Taken Up

 

Taken Up

Reading the Word with Luther

Scripture Text: Genesis 5:24

Series: Reading the Word with Luther


Today's online Scripture jigsaw

Enoch walked with God; and he was not, for God took him.

Genesis 5:24, RSV

For a man to walk with God is not to flee into a desert, or to conceal himself in some corner, but to go forth in his vocation, and to set himself against the iniquity and malice of Satan and the world, and to confess the seed of the woman; to condemn the religion and pursuits of the world, and to preach, through Christ, another life after this. This is the manner of life led for three hundred years by the greatest prophet and high priest of his generation. Moses, therefore, deservedly extols Enoch as a disciple of greatest eminence, taught and trained by many patriarchal masters, and so equipped with the Holy Spirit that he was the prophet of prophets and the saint of saints in that primeval world.

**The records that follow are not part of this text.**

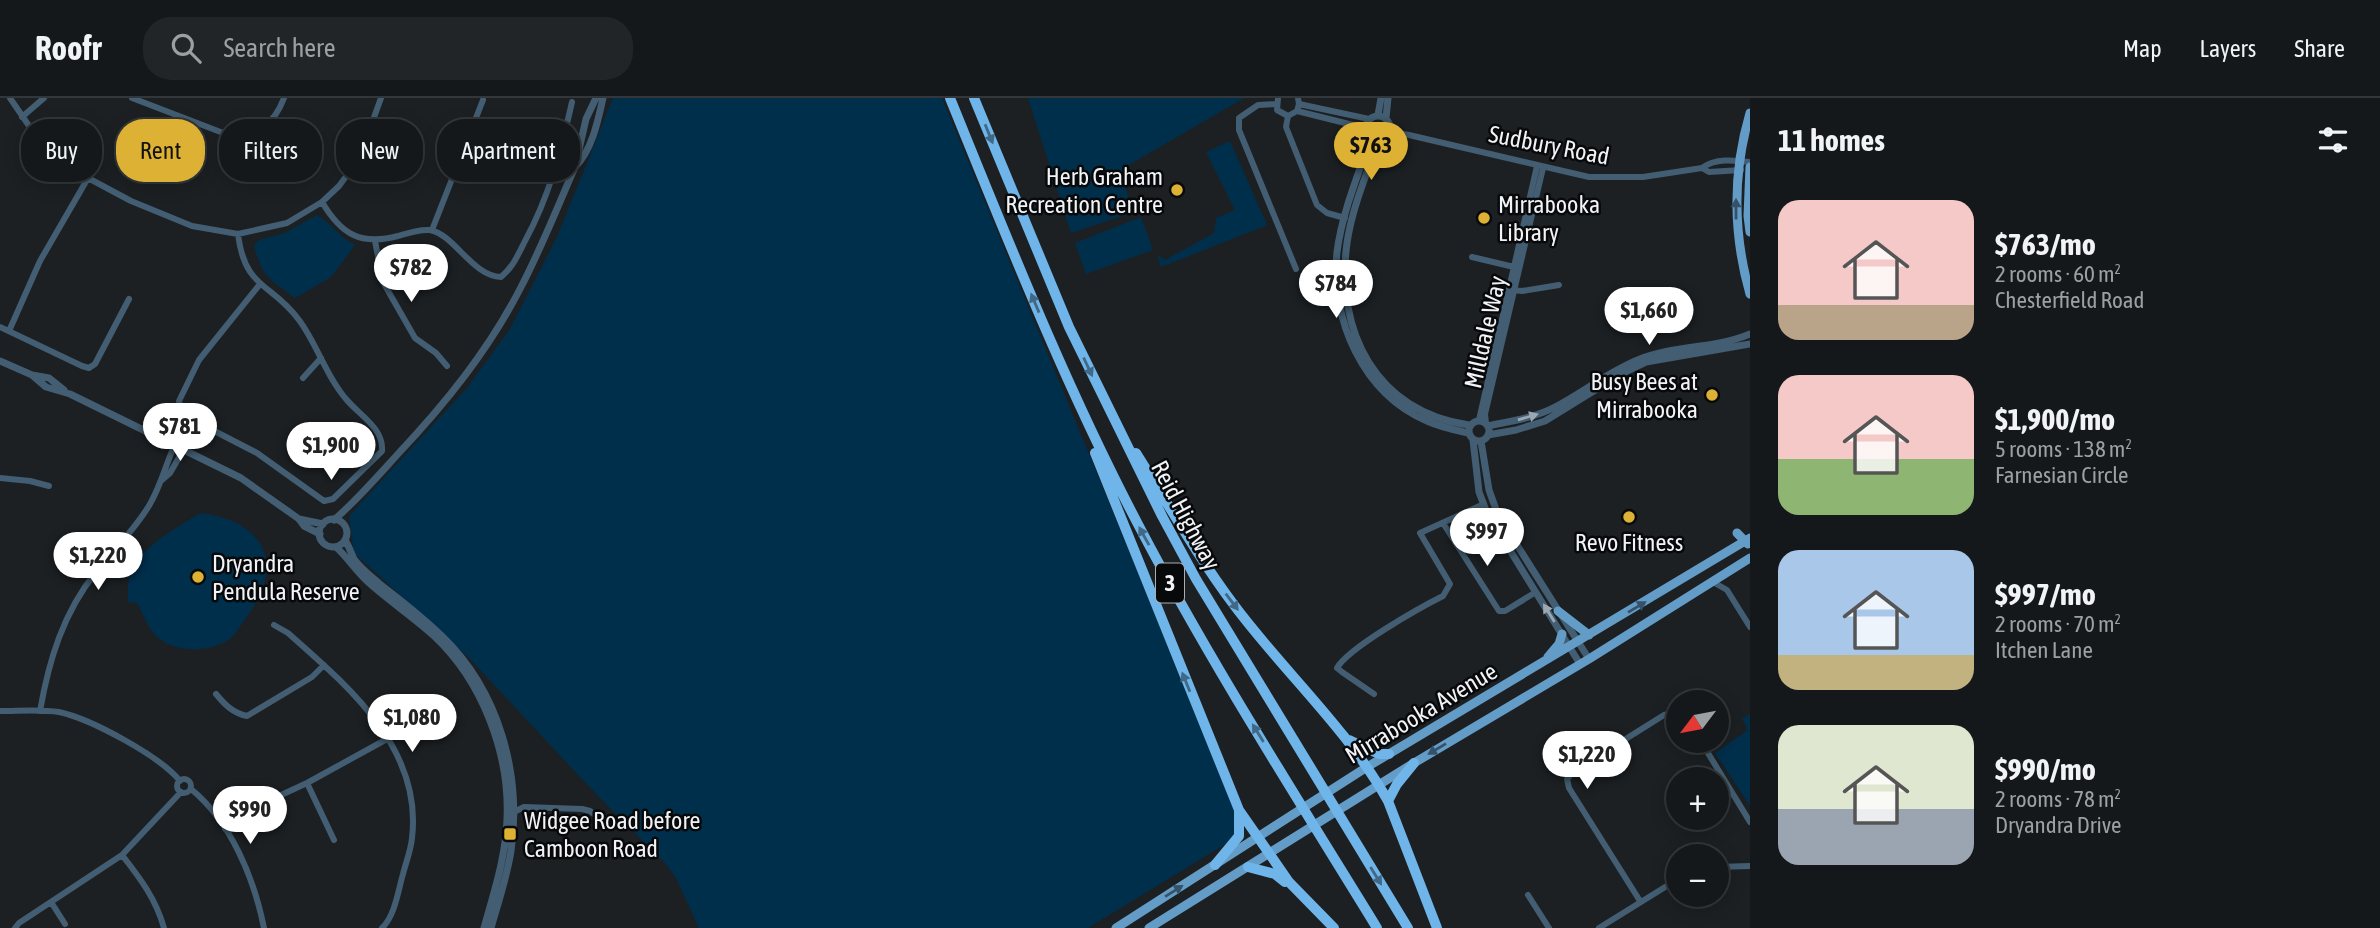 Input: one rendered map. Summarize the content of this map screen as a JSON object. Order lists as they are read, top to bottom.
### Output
{
  "streets": {
    "highway": ["Reid Highway", "3"],
    "main road": ["Mirrabooka Avenue"],
    "street": ["Sudbury Road", "Milldale Way"]
  },
  "crossings": [
    ["Sudbury Road", "Milldale Way"]
  ],
  "places": {
    "other": [
      "Herb Graham Recreation Centre",
      "Mirrabooka Library",
      "Busy Bees at Mirrabooka",
      "Revo Fitness",
      "Dryandra Pendula Reserve"
    ],
    "transit": ["Widgee Road before Camboon Road"]
  },
  "north": "bottom left",
  "page": {
    "header": "Roofr",
    "search": "Search here",
    "nav": ["Map", "Layers", "Share"],
    "heading": "11 homes",
    "chip": [
      "Buy",
      "Rent",
      "Filters",
      "New",
      "Apartment"
    ],
    "price": [
      "$763",
      "$782",
      "$784",
      "$1,660",
      "$781",
      "$1,900",
      "$997",
      "$1,220",
      "$1,080",
      "$1,220",
      "$990"
    ],
    "list": [
      {
        "name": "$763/mo",
        "note": "2 rooms · 60 m² · Chesterfield Road"
      },
      {
        "name": "$1,900/mo",
        "note": "5 rooms · 138 m² · Farnesian Circle"
      },
      {
        "name": "$997/mo",
        "note": "2 rooms · 70 m² · Itchen Lane"
      },
      {
        "name": "$990/mo",
        "note": "2 rooms · 78 m² · Dryandra Drive"
      }
    ],
    "map_buttons": ["+", "−"]
  }
}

It was the will of God that he should be an example to the whole world in verifying and showing the comfort of the faith in the future life. He is to preach the life beyond this present life; to teach concerning the seed to come, concerning the serpent’s head that is to be bruised and the kingdom of Satan that is to be destroyed. Such was the preaching of Enoch, who was, nevertheless, a husband and the father of a family; who had a wife and children, who governed his household, and procured his subsistence by the labor of his own hands. This godly man lived, after the birth of Methuselah, 300 years in the truest religion, in faith, in patience, and in the midst of a thousand crosses, all of which he endured and overcame by faith in the blessed seed.

Enoch’s walking with God signifies that he was in this life a faithful witness of eternal life to be gained after this life through the promised seed. Inasmuch as Enoch constantly preached this doctrine, God verified and fulfilled this preaching in the patriarch himself, that we might fully and surely believe it; in that Enoch, a man like ourselves, born of flesh and blood, as we also are, of the seed of Adam, was taken up into heaven by God, and now lives the life of God, that is, an eternal life.

Luther, Martin, and John Sander. Devotional Readings from Luther’s Works for Every Day of the Year. Augustana Book Concern, 1915, pp. 120–21.